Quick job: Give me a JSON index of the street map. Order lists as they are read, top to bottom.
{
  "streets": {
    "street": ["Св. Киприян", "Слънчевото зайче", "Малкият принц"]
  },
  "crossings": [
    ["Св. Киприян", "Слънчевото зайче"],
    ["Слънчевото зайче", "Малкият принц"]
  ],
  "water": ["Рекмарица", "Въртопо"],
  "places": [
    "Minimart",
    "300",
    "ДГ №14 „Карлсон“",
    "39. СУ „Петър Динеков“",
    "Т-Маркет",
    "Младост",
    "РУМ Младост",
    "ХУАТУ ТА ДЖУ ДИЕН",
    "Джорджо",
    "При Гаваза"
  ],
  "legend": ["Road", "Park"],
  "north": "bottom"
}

Exercise details
Repeat the data in its entirety, character for character.

Answer below
Quick job: Give me a JSON index of the street map. Order lists as they are read, top to bottom.
{
  "streets": {
    "street": ["Св. Киприян", "Слънчевото зайче", "Малкият принц"]
  },
  "crossings": [
    ["Св. Киприян", "Слънчевото зайче"],
    ["Слънчевото зайче", "Малкият принц"]
  ],
  "water": ["Рекмарица", "Въртопо"],
  "places": [
    "Minimart",
    "300",
    "ДГ №14 „Карлсон“",
    "39. СУ „Петър Динеков“",
    "Т-Маркет",
    "Младост",
    "РУМ Младост",
    "ХУАТУ ТА ДЖУ ДИЕН",
    "Джорджо",
    "При Гаваза"
  ],
  "legend": ["Road", "Park"],
  "north": "bottom"
}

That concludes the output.